> _Problem requirements_
Search the records below for the word "Math". Copy each line where it occurs.

(Extracted data entries)
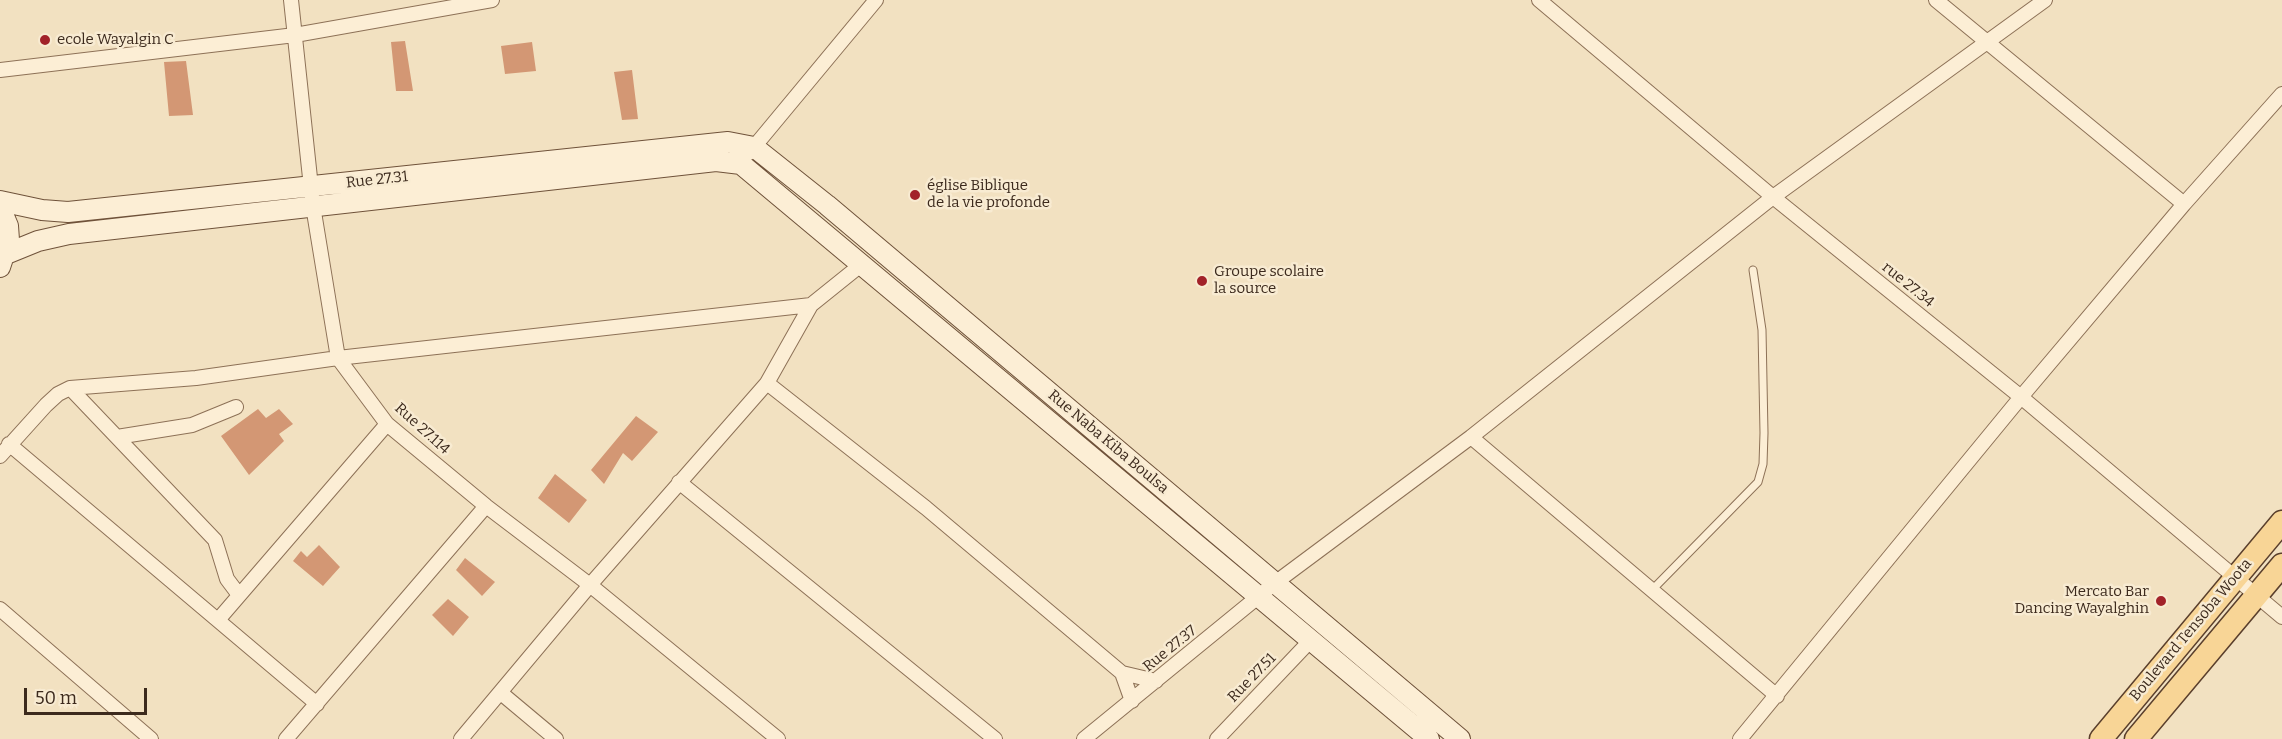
<!DOCTYPE html>
<html>
<head>
<meta charset="utf-8">
<style>
  body { margin:0 }
  #map { position:relative; width:2282px; height:739px; overflow:hidden; background:#f2e1c1; font-family:Bitter,serif }
  canvas { display:block }
  .scale { position:absolute; left:24px; top:688px; width:123px; height:27px; box-sizing:border-box; border:3px solid #3c2a1d; border-top:0; padding-left:8px; font-size:18px; line-height:21px; white-space:nowrap; color:#3c2a1d; -webkit-text-stroke:4px #f8ebd2; paint-order:stroke }
</style>
</head>
<body>
<div id="map">
<canvas width="2282" height="739"></canvas>
<div class="scale">50 m</div>
</div>
<script>
const c = document.querySelector('canvas').getContext('2d');
c.lineJoin = 'round';
function paint(path, color) {
  c.fillStyle = color;
  c.fill(path, 'evenodd');
}
function shape(rows) {
  const path = new Path2D();
  for (const r of rows) {
    path.moveTo(r[0], r[1]);
    for (let i = 2; i < r.length; i += 2) path.lineTo(r[i], r[i + 1]);
  }
  return path;
}
function trace(path, color, width, dash) {
  c.strokeStyle = color;
  c.lineWidth = width;
  c.lineCap = dash ? 'butt' : 'round';
  c.setLineDash(dash || []);
  c.stroke(path);
}
function label(font, color, halo, rows, align = 'center') {
  c.font = font + ' Bitter,serif';
  c.lineWidth = 5;
  c.setLineDash([]);
  c.textBaseline = 'middle';
  c.strokeStyle = halo;
  c.fillStyle = color;
  for (const [text, x, y, turn = 0] of rows) {
    c.save();
    c.translate(x, y);
    c.rotate((+turn || 0) * Math.PI / 180);
    c.textAlign = isNaN(turn) ? turn : align;
    if (halo) c.strokeText(text, 0, 0);
    c.fillText(text, 0, 0);
    c.restore();
  }
}
const building = shape([
  [405,41,413,91,396,91,391,42],
  [532,42,536,71,505,74,501,46],
  [186,61,193,115,169,116,164,62],
  [632,70,638,119,622,120,614,72],
  [258,409,266,418,279,409,293,424,279,434,284,441,249,475,221,436],
  [636,416,658,432,632,461,623,453,604,484,591,470],
  [555,474,587,500,569,523,538,498],
  [319,545,340,567,323,586,293,561,301,551,307,557],
  [465,558,495,582,482,596,456,570],
  [448,599,469,617,453,636,432,615]
]);
const lane = shape([
  [1652,590,1758,482,1763,464,1764,433,1762,330,1753,270]
]);
const street = shape([
  [291,0,313,206,338,358,387,424,486,506,590,585,778,739],
  [1539,0,1773,197,2021,397,2282,617],
  [1936,0,2184,204],
  [0,70,295,35,492,0],
  [749,153,876,0],
  [767,383,926,508,1122,673,1156,681],
  [70,388,215,540,227,579,239,595],
  [117,437,192,425,236,407],
  [1471,437,1777,696],
  [9,444,317,704],
  [0,456,46,405,58,394,70,388,196,378,338,358,811,305],
  [679,482,995,739],
  [0,609,151,739],
  [218,620,387,424],
  [1122,673,1132,701],
  [501,693,556,739],
  [286,739,486,506],
  [461,739,590,585,767,383,811,305,862,264],
  [1084,739,1275,583,1471,437,1773,197,2045,0],
  [1217,739,1311,640],
  [1740,739,2021,397,2184,204,2282,94]
]);
const secondary = shape([
  [0,201,42,210,68,212,728,142,754,147,827,205,1460,739],
  [0,207,8,226,9,240,0,267],
  [6,254,38,241,69,234,716,161,741,164,1429,739]
]);
const primary = shape([
  [2101,739,2282,522],
  [2136,739,2282,565]
]);
const markers = [
  [45,40,6,"#a22229"],
  [915,195,6,"#a22229"],
  [1202,281,6,"#a22229"],
  [2161,601,6,"#a22229"]
];
const poiNames = [
  ["ecole Wayalgin C",57,40],
  ["église Biblique",927,186],
  ["de la vie profonde",927,203],
  ["Groupe scolaire",1214,272],
  ["la source",1214,289],
  ["Mercato Bar",2149,592,"right"],
  ["Dancing Wayalghin",2149,609,"right"]
];
const streetNames = [
  ["Rue 27.31",377,180,-6],
  ["rue 27.34",1908,285,39],
  ["Rue 27.114",422,429,42],
  ["Rue Naba Kiba Boulsa",1108,442,40],
  ["Boulevard Tensoba Woota",2191,630,-50],
  ["Rue 27.37",1170,649,-39],
  ["Rue 27.51",1252,678,-46]
];
paint(building, '#d39774');
trace(lane, '#8d7157', 9);
trace(street, '#8d7157', 16);
trace(secondary, '#6f523a', 22);
trace(primary, '#5a3f2c', 25);
trace(lane, '#fceed5', 7);
trace(street, '#fceed5', 14);
trace(secondary, '#fceed5', 20);
trace(primary, '#f8d596', 22);
for (const [x, y, r, color] of markers) {
  const dot = new Path2D();
  dot.arc(x, y, r, 0, 2 * Math.PI);
  c.fillStyle = color;
  c.fill(dot);
  trace(dot, '#f8ebd2', 2);
}
label('15px', '#3c2a1d', '#f8ebd2', poiNames, 'left');
label('15px', '#3c2a1d', '#f8ebd2', streetNames);
</script>
</body>
</html>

> _Output of the exercise_
    c.rotate((+turn || 0) * Math.PI / 180);
  dot.arc(x, y, r, 0, 2 * Math.PI);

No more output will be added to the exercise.